The Library is Octave’s central knowledge graph. It stores everything your GTM team knows — your ICP definitions, buyer personas, competitive positioning, messaging, proof points, objections, motions, and reference customers — as structured entities that AI agents and workflows can query at runtime. Every library entity is workspace-scoped (each customer has their own), searchable via full-text and semantic search, versionable to track changes over time, and interconnected through typed relationships. When you run an Octave agent, it pulls context from the Library to generate relevant, accurate output grounded in your actual strategy — not generic templates. This is what separates Octave from tools that rely on prompt engineering alone. The agent reads your strategy, selects the relevant entities, and generates output that reflects your positioning, your proof points, and your competitive differentiation for each specific prospect.

Entity types in the Library

The Library contains the following entity types. Each serves a distinct role in your go-to-market strategy:
EntityWhat it representsExample
OfferingsWhat you sell — Products, Services, and Solutions”Octave Platform”, “Implementation Service”, “Enterprise GTM Solution”
PersonasBuyer and user profiles”VP of Sales”, “GTM Engineer”
Use CasesProblems your offering solves”Automate outbound sequencing”
SegmentsTarget market verticals”Enterprise SaaS”, “Healthcare”
MotionsGTM strategies binding offering, narrative, and persona×segment cells”Enterprise Healthcare Net-New Motion”
Proof PointsStats and validations”58% cost-per-meeting reduction”
CompetitorsCompetitive vendors”Lavender”, “Unify”
AlternativesNon-product substitutes”Manual spreadsheets”, “Do nothing”
Buying TriggersPurchase readiness signals”Series B fundraise”, “New CRO hire”
ObjectionsRecurring pushback with reframe and response”Too expensive”, “We’re doing this in-house”
ReferencesCustomer success stories”Acme Corp — 3x pipeline in 90 days”
Playbooks are deprecated and have been replaced by Motions.

How entities connect

Library entities are designed to reference each other. Offerings — Products, Services, and Solutions — define what you sell. Personas define who buys and uses them. Use Cases describe the problems they solve. Segments identify where to find those buyers. Motions bind these together into executable strategies — each Motion contains Motion Playbooks (narrative angles) and Motion ICPs (persona×segment cells with their own narratives, learnings, and recommended evidence). Alternatives, Competitors, Buying Triggers, and Objections cover the full surface of what stops or starts a deal, and the analytics layer feeds real conversation evidence back into every one of them. When an agent runs — whether it’s qualifying a prospect, generating a sequence, or prepping for a call — it traverses these relationships to pull the right context for that specific situation. The agent doesn’t guess. It reads your strategy. The analytics pipeline closes the loop: every call, email, and deal outcome flows through Events → Findings → Insights → Reports, with findings linked back to the Library entities they reference so your strategy evolves with what’s actually happening in the market.

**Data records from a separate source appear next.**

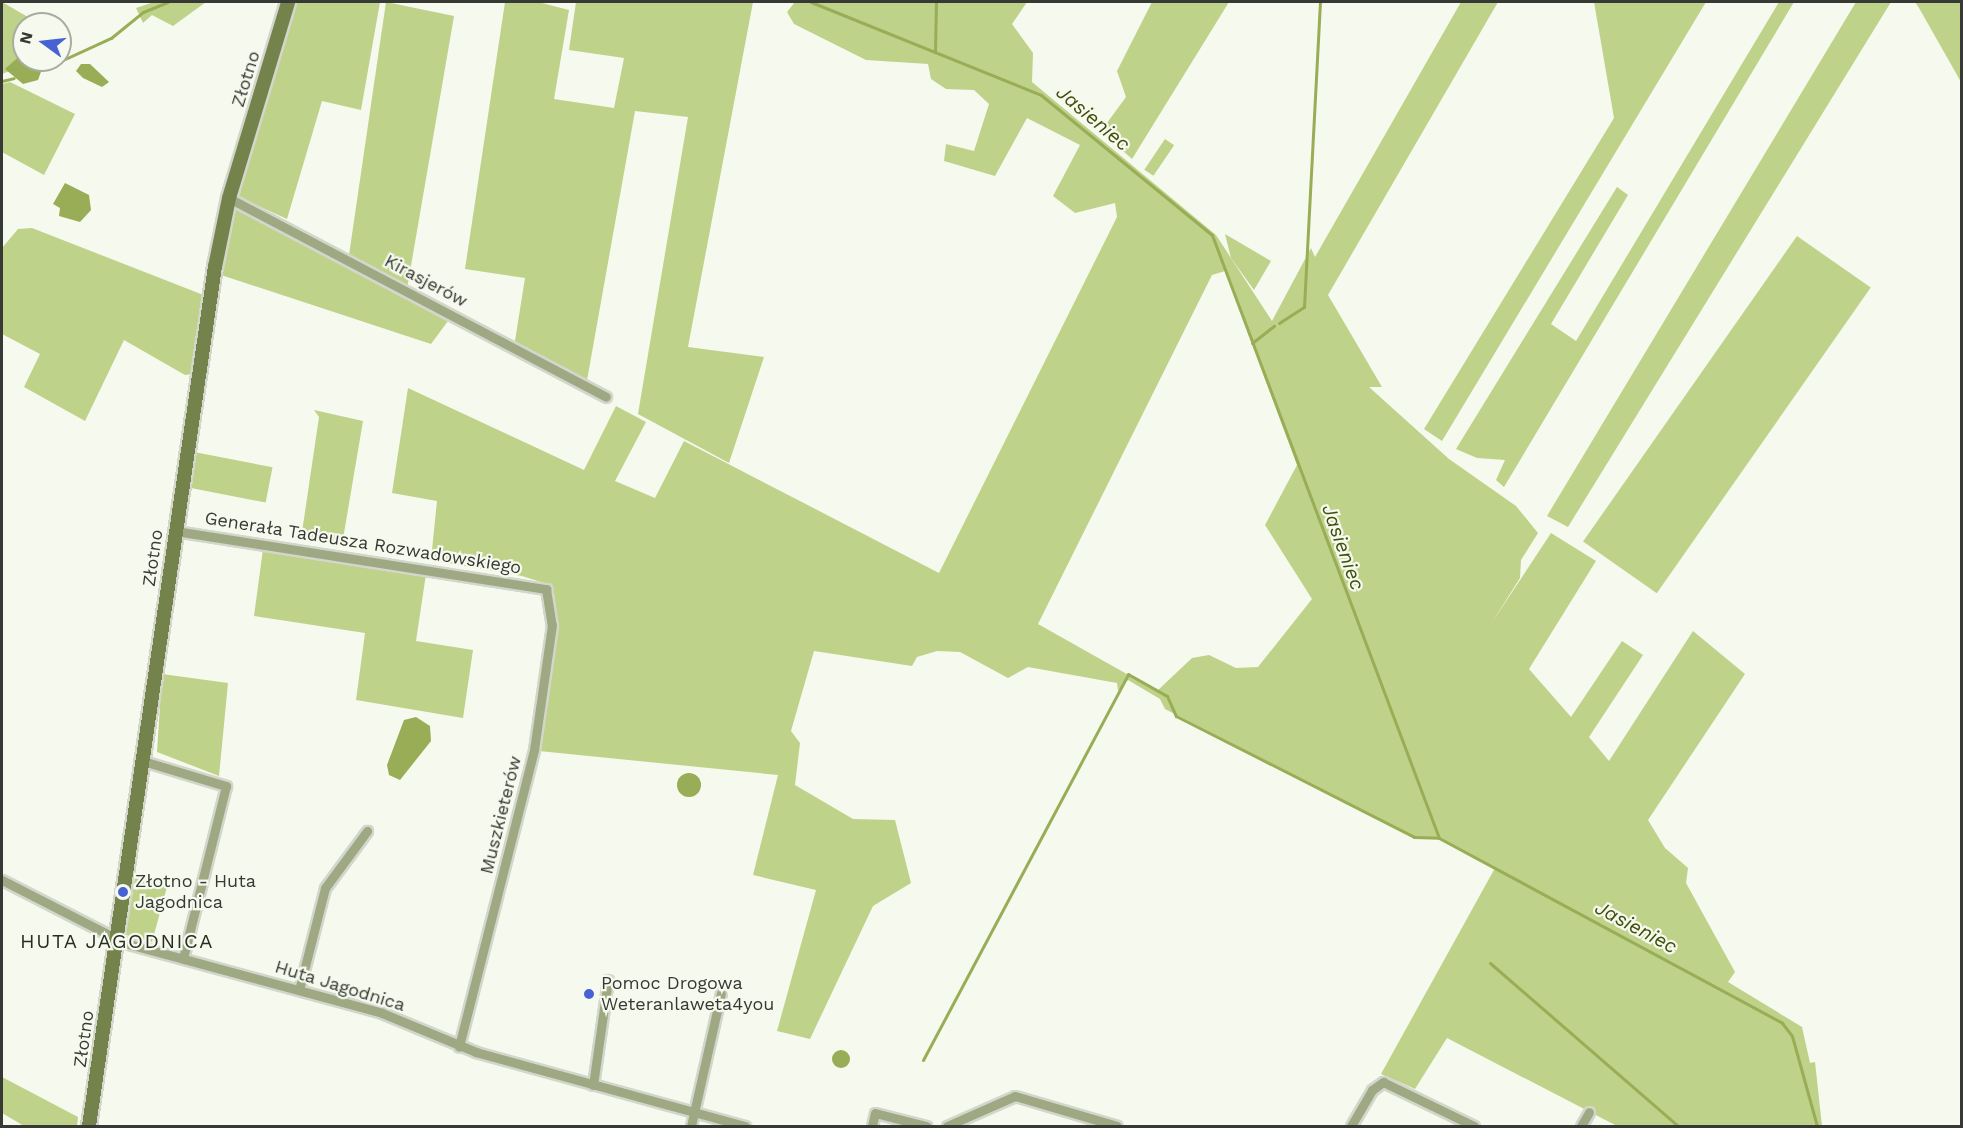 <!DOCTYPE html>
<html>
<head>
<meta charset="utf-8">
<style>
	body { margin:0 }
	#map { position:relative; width:1963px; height:1128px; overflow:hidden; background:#f6f9ed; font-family:"Work Sans",sans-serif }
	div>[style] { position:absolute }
	.green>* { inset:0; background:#bfd28a; transform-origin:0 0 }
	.water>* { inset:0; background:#98ad55 }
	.round { border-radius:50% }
	.stream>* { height:3px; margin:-1.5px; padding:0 1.5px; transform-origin:1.5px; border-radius:1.5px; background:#98ad55 }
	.roads { filter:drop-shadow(2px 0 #d4d6cc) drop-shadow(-2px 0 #d4d6cc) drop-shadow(0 2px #d4d6cc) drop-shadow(0 -2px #d4d6cc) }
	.street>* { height:9px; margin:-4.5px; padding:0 4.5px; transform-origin:4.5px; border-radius:4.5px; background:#9ea984 }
	.secondary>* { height:14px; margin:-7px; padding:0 7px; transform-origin:7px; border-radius:7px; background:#74834b }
	.dots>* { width:16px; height:16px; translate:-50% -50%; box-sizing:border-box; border:3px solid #f6f9ed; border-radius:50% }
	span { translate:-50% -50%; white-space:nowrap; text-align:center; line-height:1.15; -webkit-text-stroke:4.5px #f6f9ed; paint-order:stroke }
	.street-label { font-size:18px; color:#373934 }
	.poi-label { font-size:18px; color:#373934 }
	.left { translate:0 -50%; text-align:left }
	.water-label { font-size:20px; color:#424f0d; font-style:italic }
	.neighbourhood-label { font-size:20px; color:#292c23; letter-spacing:1.5px }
	.frame { position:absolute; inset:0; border:3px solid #373934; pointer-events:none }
	.north { position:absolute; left:12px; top:12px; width:60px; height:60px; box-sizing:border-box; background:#f6f9ed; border:2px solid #aaaca3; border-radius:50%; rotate:285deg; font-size:16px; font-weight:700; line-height:24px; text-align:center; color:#373934 }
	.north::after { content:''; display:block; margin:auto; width:21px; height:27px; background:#4662d5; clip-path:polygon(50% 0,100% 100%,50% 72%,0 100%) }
</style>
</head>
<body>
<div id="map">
	<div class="green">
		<div style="clip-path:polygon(2px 2px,40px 24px,24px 24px,24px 60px,38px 60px,2px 74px)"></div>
		<div style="clip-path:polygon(154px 2px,206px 2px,173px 26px,152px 15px,143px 23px,136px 8px)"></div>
		<div style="clip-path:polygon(292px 2px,380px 2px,361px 110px,322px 101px,287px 219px,234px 195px)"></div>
		<div style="clip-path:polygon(386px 2px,454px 16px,407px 289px,349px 255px)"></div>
		<div style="clip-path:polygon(505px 2px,538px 2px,569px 10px,554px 99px,614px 108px,624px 58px,569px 50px,576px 2px,753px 2px,688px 347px,764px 357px,729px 463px,638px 414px,688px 117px,635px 111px,586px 386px,514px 347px,525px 278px,465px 269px)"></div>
		<div style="clip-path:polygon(evenodd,795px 2px,1027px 2px,1012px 24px,1033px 53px,1032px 82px,1216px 235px,1272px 321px,1311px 248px,1315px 257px,1461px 2px,1498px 2px,1328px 295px,1382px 387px,1369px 387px,1449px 459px,1516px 506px,1538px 533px,1521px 560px,1520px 578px,1491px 624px,1551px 533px,1596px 561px,1529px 669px,1571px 717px,1622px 641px,1643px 655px,1589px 737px,1609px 761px,1693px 631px,1745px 674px,1648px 820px,1665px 848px,1688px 868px,1686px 883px,1735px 972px,1728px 982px,1802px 1027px,1810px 1063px,1815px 1062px,1822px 1126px,1617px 1126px,1447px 1038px,1415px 1089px,1381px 1074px,1495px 868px,1439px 838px,1414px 837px,1165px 709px,1160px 699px,1128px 680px,1118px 691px,1117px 683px,1028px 667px,1008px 678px,960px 652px,937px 651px,917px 657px,912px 666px,814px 651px,791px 731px,800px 743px,795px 785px,853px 819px,895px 820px,911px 883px,873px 906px,810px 1039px,777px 1031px,816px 890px,753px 875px,778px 775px,539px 751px,557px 617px,554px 593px,547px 584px,522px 576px,431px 560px,437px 501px,392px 493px,408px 388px,584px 470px,616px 406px,646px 422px,615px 481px,655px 498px,684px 441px,939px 573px,1117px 217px,1115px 203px,1075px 213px,1053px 196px,1080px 145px,1027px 118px,995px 176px,944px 161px,946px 144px,974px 151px,989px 104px,974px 90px,946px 89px,931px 79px,928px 64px,866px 60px,794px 24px,787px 12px,795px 2px,1225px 271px,1297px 465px,1265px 525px,1312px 599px,1258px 667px,1236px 668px,1209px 655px,1192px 658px,1157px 691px,1038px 624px,1212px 275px,1225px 271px)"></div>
		<div style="clip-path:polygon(1152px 2px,1229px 2px,1132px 159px,1101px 131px,1126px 97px,1117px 71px)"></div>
		<div style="clip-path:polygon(1594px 2px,1706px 2px,1442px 441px,1424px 429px,1614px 118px)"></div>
		<div style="clip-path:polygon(1779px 2px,1794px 2px,1504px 487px,1496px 480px,1505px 460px,1477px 458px,1456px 449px,1617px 187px,1628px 195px,1551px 324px,1576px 341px)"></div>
		<div style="clip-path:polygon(1856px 2px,1891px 2px,1568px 527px,1547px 516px)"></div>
		<div style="clip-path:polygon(1915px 2px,1961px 2px,1961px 82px,1919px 8px)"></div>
		<div style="clip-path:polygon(10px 82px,75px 114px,44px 175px,2px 152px,2px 84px)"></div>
		<div style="left:1165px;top:139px;width:11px;height:37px;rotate:34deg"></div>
		<div style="clip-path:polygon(231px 208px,238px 208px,451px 317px,431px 344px,218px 274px)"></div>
		<div style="clip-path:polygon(32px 228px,206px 296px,194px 374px,185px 375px,124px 340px,85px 421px,24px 387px,40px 354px,2px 334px,2px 248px,18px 229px)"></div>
		<div style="clip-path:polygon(1225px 234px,1271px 261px,1254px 290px,1231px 258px)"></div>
		<div style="left:1797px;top:236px;width:90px;height:373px;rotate:35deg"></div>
		<div style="clip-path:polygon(314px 410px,363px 421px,342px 545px,301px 539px,319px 417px)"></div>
		<div style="left:194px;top:452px;width:80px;height:36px;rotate:11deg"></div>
		<div style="clip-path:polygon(263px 549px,426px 574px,416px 641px,473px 650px,463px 718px,356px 700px,365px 633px,254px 616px)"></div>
		<div style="clip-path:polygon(162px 674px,228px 683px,219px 776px,157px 752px)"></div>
		<div style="clip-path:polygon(135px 878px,167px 887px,152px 942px,126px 935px)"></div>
		<div style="clip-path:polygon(2px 1077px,78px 1117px,77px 1126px,24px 1126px,2px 1113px)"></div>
	</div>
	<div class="water">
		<div style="clip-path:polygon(24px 52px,24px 60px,36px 60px,42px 69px,38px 80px,23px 84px,5px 69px)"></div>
		<div style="clip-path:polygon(81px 64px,90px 64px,109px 82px,102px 87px,83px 78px,76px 71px)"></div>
		<div style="clip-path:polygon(65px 183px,89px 195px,91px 210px,80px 222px,59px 216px,60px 208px,53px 204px)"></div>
		<div style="clip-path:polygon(416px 717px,430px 726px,431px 741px,400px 780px,389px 775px,387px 765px,404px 720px)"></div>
		<div class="round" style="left:677px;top:773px;width:24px;height:24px"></div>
		<div class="round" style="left:832px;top:1050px;width:18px;height:18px"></div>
	</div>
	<div class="stream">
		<div style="left:811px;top:2px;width:248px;rotate:22deg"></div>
		<div style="left:1041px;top:95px;width:221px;rotate:39.3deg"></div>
		<div style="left:1212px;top:235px;width:644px;rotate:69.37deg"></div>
		<div style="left:1439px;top:838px;width:390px;rotate:28.3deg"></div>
		<div style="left:1782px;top:1023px;width:16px;rotate:52deg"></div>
		<div style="left:1792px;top:1036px;width:93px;rotate:74.5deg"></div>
		<div style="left:935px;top:52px;width:50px;rotate:-88.9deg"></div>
		<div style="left:41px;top:70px;width:77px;rotate:-24.6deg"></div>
		<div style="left:111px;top:38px;width:41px;rotate:-39.1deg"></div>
		<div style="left:143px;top:12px;width:27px;rotate:-22deg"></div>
		<div style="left:2px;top:81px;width:12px;rotate:-14deg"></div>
		<div style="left:1279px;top:323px;width:30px;rotate:-33deg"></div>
		<div style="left:1304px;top:307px;width:305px;rotate:-87deg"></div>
		<div style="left:1252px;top:343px;width:28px;rotate:-38deg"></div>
		<div style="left:1490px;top:963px;width:249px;rotate:40.9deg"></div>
		<div style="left:923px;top:1060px;width:437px;rotate:-62deg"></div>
		<div style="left:1128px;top:674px;width:45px;rotate:29.4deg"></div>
		<div style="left:1167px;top:696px;width:22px;rotate:66deg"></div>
		<div style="left:1176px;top:716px;width:267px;rotate:26.9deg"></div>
		<div style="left:1414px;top:837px;width:25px;rotate:2deg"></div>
	</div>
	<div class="roads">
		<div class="street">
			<div style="left:229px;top:198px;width:426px;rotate:27.8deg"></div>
			<div style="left:175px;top:531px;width:376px;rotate:8.9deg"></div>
			<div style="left:546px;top:589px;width:36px;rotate:81deg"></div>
			<div style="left:552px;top:625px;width:126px;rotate:98.2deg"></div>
			<div style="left:534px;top:750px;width:306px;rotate:104.2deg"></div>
			<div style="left:143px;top:761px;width:87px;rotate:16.8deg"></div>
			<div style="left:226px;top:786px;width:178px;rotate:104deg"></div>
			<div style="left:2px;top:880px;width:138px;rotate:27.1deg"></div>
			<div style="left:125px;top:943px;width:266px;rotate:15.2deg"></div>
			<div style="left:382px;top:1013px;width:102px;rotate:22.5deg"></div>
			<div style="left:476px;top:1052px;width:279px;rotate:15.4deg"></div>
			<div style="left:299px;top:990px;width:105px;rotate:-75.7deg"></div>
			<div style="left:325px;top:888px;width:71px;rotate:-53.6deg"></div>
			<div style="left:593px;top:1085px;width:106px;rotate:-81.9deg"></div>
			<div style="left:691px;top:1126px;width:136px;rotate:-77.3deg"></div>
			<div style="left:872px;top:1126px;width:13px;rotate:-77deg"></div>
			<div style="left:875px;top:1113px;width:53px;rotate:14.3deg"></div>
			<div style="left:947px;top:1126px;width:74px;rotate:-23.8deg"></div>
			<div style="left:1015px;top:1096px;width:106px;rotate:16.4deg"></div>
			<div style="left:1351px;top:1126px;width:42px;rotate:-59.7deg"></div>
			<div style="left:1372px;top:1090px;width:14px;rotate:-36deg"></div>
			<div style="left:1383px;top:1082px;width:101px;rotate:25.8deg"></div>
			<div style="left:1581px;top:1126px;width:16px;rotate:-60deg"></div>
		</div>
		<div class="secondary">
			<div style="left:89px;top:1126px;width:868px;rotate:-81.66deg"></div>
			<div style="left:215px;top:267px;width:70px;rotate:-78.5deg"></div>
			<div style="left:229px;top:198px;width:205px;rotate:-73.2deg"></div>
		</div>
	</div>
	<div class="dots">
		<div style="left:123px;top:892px;background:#4662d5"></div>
		<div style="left:589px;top:994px;background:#4662d5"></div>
	</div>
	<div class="street-label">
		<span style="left:246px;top:79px;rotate:-73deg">Złotno</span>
		<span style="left:426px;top:281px;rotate:28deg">Kirasjerów</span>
		<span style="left:363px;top:543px;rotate:9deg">Generała Tadeusza Rozwadowskiego</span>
		<span style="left:153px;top:558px;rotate:-82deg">Złotno</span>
		<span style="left:501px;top:815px;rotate:-76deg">Muszkieterów</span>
		<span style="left:340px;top:986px;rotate:17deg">Huta Jagodnica</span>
		<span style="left:84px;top:1039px;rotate:-82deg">Złotno</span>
	</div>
	<div class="poi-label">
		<span class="left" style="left:135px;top:892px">Złotno - Huta<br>Jagodnica</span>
		<span class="left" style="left:601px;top:994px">Pomoc Drogowa<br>Weteranlaweta4you</span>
	</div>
	<div class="water-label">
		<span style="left:1093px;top:118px;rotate:40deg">Jasieniec</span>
		<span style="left:1343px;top:547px;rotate:70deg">Jasieniec</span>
		<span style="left:1636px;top:927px;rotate:28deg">Jasieniec</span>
	</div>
	<div class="neighbourhood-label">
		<span style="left:117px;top:941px">HUTA JAGODNICA</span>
	</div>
	<div class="frame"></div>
	<div class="north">N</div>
</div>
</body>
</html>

What makes the Library different from a CRM

A CRM stores account and contact records. The Library stores your strategy — the reasoning behind who to target, what to say, and why your offering wins. CRM data tells you Acme Corp has 500 employees and is in Series C. The Library tells you that Series C SaaS companies with a new CRO are your highest-converting segment, that they care about time-to-pipeline, that your strongest proof point is the 58% cost-per-meeting reduction at a similar company, and that the objection you’re most likely to hear is “we just hired BDRs to do this in-house” — along with the reframe that works. Agents need both. But without the Library, they’re just doing enrichment. With it, they’re executing your strategy.